A number of years ago, I was conducting a workshop in Pittsburgh. At some point during the training, I met Dr. Jan Pringle, the director of the Program Evaluation Research Unit in the School of Pharmacy at the University of Pittsburgh.
Jan had an idea: use outcome feedback to improve pharmacy practice and outcome. Every year, large numbers of prescriptions are written by physicians (and other practitioners) that are never filled. Whats more, surprisingly large number of the scripts that are filled, are either: (a) not taken; or (b) not taken properly. The result? In addition to the inefficient use of scarce resources, the disconnect between prescribers, pharmacists, and patients puts people at risk for poor healthcare outcomes.
Together with project coordinator and colleague, Dr. Michael Melczak, Jan set up a study using the ORS and SRS. Over the last 3 years, I’ve worked as a consultant to the project–providing training and addressing issues regarding application in this first ever study of pharmacy.

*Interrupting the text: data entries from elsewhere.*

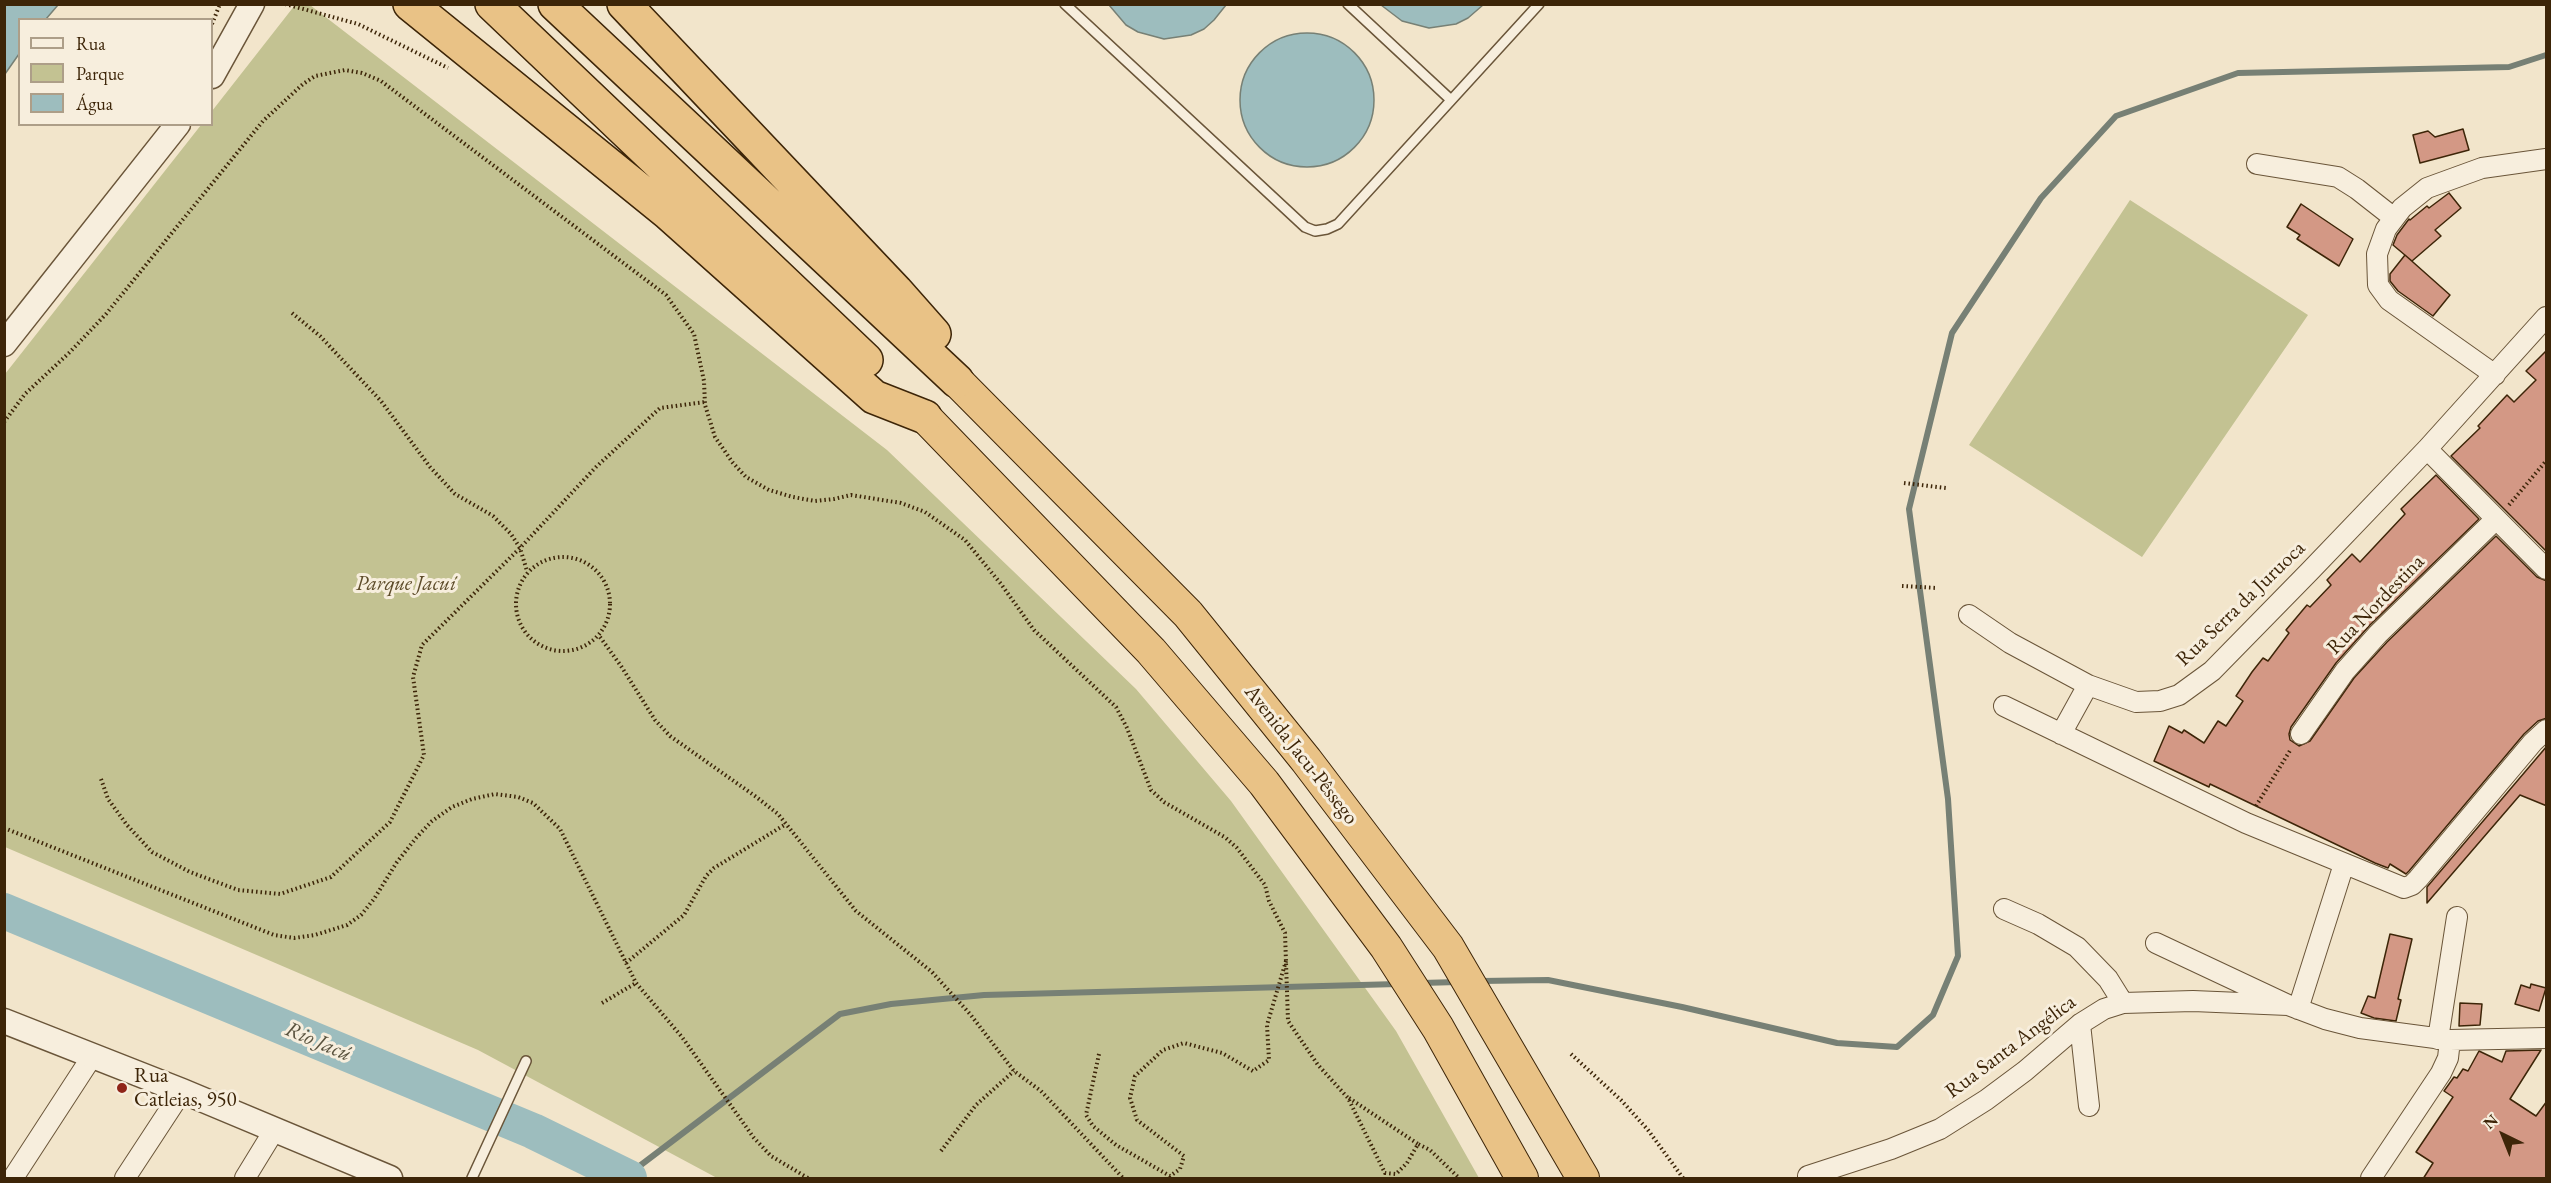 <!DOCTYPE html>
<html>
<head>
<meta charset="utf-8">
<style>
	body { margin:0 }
	#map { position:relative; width:2551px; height:1183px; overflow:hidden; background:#f2e5cb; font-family:"EB Garamond",serif }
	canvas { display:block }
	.frame { position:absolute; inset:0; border:6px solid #3d2508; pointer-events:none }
	.legend { position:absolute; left:18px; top:18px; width:195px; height:108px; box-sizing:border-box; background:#f7eedd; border:2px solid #ad9e88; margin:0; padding:8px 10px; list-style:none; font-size:18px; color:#3d2508 }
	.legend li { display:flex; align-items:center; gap:12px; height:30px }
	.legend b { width:30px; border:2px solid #ad9e88 }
	.north { position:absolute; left:2473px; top:1105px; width:60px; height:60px; -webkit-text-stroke:4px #f7eedd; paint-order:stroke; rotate:317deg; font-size:16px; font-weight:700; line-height:24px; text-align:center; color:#3d2508 }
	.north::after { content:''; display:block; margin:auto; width:21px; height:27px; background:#3d2508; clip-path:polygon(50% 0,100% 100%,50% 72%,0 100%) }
</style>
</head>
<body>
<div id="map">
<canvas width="2551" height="1183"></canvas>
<div class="frame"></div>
<ul class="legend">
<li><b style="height:8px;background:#f7eedd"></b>Rua</li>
<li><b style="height:16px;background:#c3c292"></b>Parque</li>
<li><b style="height:16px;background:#9dbdbe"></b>Água</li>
</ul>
<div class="north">N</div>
</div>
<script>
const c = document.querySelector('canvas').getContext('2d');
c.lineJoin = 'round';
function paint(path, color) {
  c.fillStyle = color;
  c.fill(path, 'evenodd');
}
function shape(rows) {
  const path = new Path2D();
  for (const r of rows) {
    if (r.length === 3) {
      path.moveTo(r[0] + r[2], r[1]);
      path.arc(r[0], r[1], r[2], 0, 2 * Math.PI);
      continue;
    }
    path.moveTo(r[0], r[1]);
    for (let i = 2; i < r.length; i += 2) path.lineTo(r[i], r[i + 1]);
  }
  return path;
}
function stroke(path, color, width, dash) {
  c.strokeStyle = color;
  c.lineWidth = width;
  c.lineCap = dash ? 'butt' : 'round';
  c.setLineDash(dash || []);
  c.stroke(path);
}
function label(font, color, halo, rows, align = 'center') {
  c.font = font + ' "EB Garamond",serif';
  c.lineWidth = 6;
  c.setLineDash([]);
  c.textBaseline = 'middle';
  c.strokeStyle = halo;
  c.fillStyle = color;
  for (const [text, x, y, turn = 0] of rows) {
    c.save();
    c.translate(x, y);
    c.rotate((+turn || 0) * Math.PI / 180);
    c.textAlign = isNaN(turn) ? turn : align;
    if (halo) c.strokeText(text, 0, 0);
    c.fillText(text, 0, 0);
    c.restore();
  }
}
const green = shape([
	[295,5,310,5,887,450,1136,689,1231,801,1396,1031,1479,1178,717,1178,478,1050,5,847,5,374,201,125,212,124,212,111],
	[2130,200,2308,315,2142,557,1969,445]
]);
const water = shape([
	[5,4,58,5,46,19,20,20,19,54,5,74,5,4],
	[1109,5,1226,5,1214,20,1204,29,1191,35,1164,39,1138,32,1126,25,1109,5],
	[1381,5,1483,5,1468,18,1456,24,1429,28,1402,21,1381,5],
	[1307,100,67]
]);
const stream = shape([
	[1481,981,1548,980,1682,1007,1837,1043,1897,1047,1933,1015,1958,956,1948,799,1909,509,1952,333,2041,198,2116,116,2238,73,2509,67,2546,55],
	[1421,983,1458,982],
	[625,1177,840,1014,891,1004,984,995,1398,984]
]);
const river = shape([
	[4,911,533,1131,629,1178]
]);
const building = shape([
	[2463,129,2469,150,2420,163,2413,135,2428,131,2435,137,2463,129],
	[2449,193,2461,208,2435,230,2441,236,2412,261,2393,245,2397,235,2409,219,2410,220,2427,206,2429,208,2449,193],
	[2301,204,2353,239,2339,266,2297,239,2300,235,2287,227,2301,204],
	[2405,255,2450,295,2433,316,2398,291,2390,281,2390,274,2405,255],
	[2547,350,2547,552,2451,456,2480,428,2478,426,2507,395,2514,402,2536,380,2526,371,2547,350],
	[2436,475,2479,519,2370,625,2336,663,2291,727,2289,734,2290,740,2299,746,2310,741,2354,678,2387,642,2496,536,2537,577,2547,581,2547,718,2538,721,2524,734,2409,871,2406,874,2390,864,2388,868,2375,863,2210,784,2209,787,2154,761,2169,726,2182,733,2184,730,2204,743,2218,721,2226,726,2243,701,2236,696,2252,672,2263,658,2268,661,2289,633,2286,630,2307,605,2310,607,2331,585,2327,580,2352,554,2360,562,2405,514,2401,509,2436,475],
	[2547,746,2547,806,2520,795,2427,903,2427,887,2547,746],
	[2390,934,2412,939,2398,999,2401,1000,2396,1021,2374,1018,2361,1013,2368,996,2375,998,2390,934],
	[2531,984,2546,988,2539,1011,2515,1004,2521,985,2530,988,2531,984],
	[2460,1003,2482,1004,2480,1025,2459,1026,2460,1003],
	[2541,1050,2510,1099,2536,1116,2547,1101,2547,1179,2423,1179,2433,1163,2416,1152,2453,1097,2444,1091,2454,1077,2457,1078,2463,1069,2468,1071,2479,1051,2502,1062,2506,1051,2541,1050]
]);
const path = shape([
	[285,4,358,24,448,68],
	[212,24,220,4],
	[292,313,320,336,381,401,430,467,455,494,493,516,511,534,520,548,527,571],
	[4,422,25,394,70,352,106,314,263,121,303,84,315,76,345,70,362,73,381,81,666,295,694,334,704,381,705,405,715,437,733,463,746,477,769,490,793,497,815,501,834,499,851,495,901,503,925,512,965,540,1001,584,1034,630,1116,707,1127,728,1151,790,1164,802,1226,838,1237,848,1265,885,1269,901,1285,933,1288,1021,1318,1065,1348,1098,1385,1173,1396,1174,1407,1163,1418,1144,1430,1150,1459,1178],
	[1904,483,1946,488],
	[2509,505,2546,461],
	[563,604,47],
	[1902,586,1937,588],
	[600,637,621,666,655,720,670,736,755,796,778,814,856,911,932,972,970,1014,1014,1071,1041,1091,1123,1178],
	[101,779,108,799,127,825,152,852,190,872,238,890,280,894,331,877,390,822,424,755,413,677,422,645,520,548,596,467,660,408,705,402],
	[2256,806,2291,749],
	[4,828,274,935,294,938,315,935,347,925,361,915,374,899,397,862,416,838,432,821,452,807,472,799,495,794,518,797,533,803,560,829,636,983,682,1037,754,1138,771,1156,808,1178],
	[626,963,684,915,706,876,714,868,786,824],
	[602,1003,636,983],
	[1099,1054,1086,1115,1093,1126,1116,1145,1170,1176,1180,1169,1184,1156,1137,1120,1130,1098,1135,1076,1163,1050,1184,1043,1222,1053,1253,1071,1269,1060,1267,1025,1286,961],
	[1571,1054,1621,1100,1648,1130,1683,1178],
	[1349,1098,1418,1144],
	[941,1151,976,1105,1014,1071]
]);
const service = shape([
	[1065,4,1305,227,1315,231,1327,229,1338,224,1539,4],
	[1348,4,1451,100],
	[472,1178,526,1061]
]);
const minor = shape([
	[2257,164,2338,177,2357,189,2394,218],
	[2495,375,2389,300,2378,285,2377,254,2386,229,2402,208,2427,188,2482,168,2546,159],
	[2427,449,2546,569],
	[1969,615,2010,643,2088,685,2136,702,2160,701,2179,695,2212,671,2310,571,2427,449,2546,317],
	[2004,706,2246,823,2404,888,2412,885,2418,879,2533,742,2546,730],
	[2061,734,2088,685],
	[2301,734,2345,671,2378,634,2496,519],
	[2004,909,2038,924,2077,947,2108,979,2123,1003],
	[2156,943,2288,1005,2325,1019,2360,1028,2450,1040,2546,1038],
	[2298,1009,2344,864],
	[2080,1024,2089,1106],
	[2438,1039,2457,917],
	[1808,1176,1891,1149,1940,1129,1986,1100,2025,1071,2080,1024,2104,1009,2123,1003,2193,1001,2288,1005],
	[13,1178,93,1055],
	[125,1178,182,1091],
	[245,1178,275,1129],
	[2371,1178,2441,1073,2448,1058,2450,1040]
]);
const tertiary = shape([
	[212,76,252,4],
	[4,344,178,124],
	[4,1021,182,1091,390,1178]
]);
const trunk = shape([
	[957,381,1188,614,1306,760,1448,947,1583,1178],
	[925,417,1151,651,1264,783,1386,947,1438,1028,1522,1178]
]);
const motorway = shape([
	[410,4,668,213,874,397,925,417],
	[492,4,866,360],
	[555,4,957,381],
	[624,4,896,291,934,334]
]);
const markers = [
	[122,1088,6,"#8f2418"]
];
const parkNames = [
	["Parque Jacuí",406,584]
];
const streetNames = [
	["Rua Serra da Juruoca",2241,604,-44],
	["Rua Nordestina",2376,605,-46],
	["Avenida Jacu-Pêssego",1301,755,52],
	["Rua Santa Angélica",2011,1047,-37]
];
const poiNames = [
	["Rua",134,1076],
	["Catleias, 950",134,1100]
];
const waterNames = [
	["Rio Jacú",318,1042,23]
];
paint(green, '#c3c292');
paint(water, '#9dbdbe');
stroke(water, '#778075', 1.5);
stroke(stream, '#778075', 6);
stroke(river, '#9dbdbe', 36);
paint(building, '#d39885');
stroke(building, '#3d2508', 1.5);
stroke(service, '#6a5539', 12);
stroke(minor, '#6a5539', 22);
stroke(tertiary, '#6a5539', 27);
stroke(trunk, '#3d2508', 34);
stroke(motorway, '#3d2508', 36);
stroke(path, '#3d2508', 4, [1.5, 3]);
stroke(service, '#f7eedd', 9);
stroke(minor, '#f7eedd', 20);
stroke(tertiary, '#f7eedd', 24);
stroke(trunk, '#e9c286', 32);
stroke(motorway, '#e9c286', 33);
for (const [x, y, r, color] of markers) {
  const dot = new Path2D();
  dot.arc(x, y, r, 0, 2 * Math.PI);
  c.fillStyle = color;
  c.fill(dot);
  stroke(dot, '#f7eedd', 2);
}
label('italic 21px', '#5e4c2a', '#f7eedd', parkNames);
label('21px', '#3d2508', '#f7eedd', streetNames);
label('21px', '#3d2508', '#f7eedd', poiNames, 'left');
label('italic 22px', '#5a533f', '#f7eedd', waterNames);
</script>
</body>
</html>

Anyway, there were two different conditions in the study. In the first, pharmacists–the practitioner most likely to interact with patients about prescriptions–engaged in “practice as usual.” In the second condition, pharmacists used the ORS and the SRS to chart, discuss, and guide patient progress and the pharmacist-patient alliance. Although the manuscript is still in preparation, I’m pleased to be able to report here that, according to Drs. Pringle and Melczak, the results indicate, “that the patients who were seen by the pharmacists who used [the] scales were significantly more likely to take their medications at the levels that would be likely to result in clinical impact than the patients who saw a pharmacists who did not use the scales…for hypertensive and hyperlipidemia drugs especially.”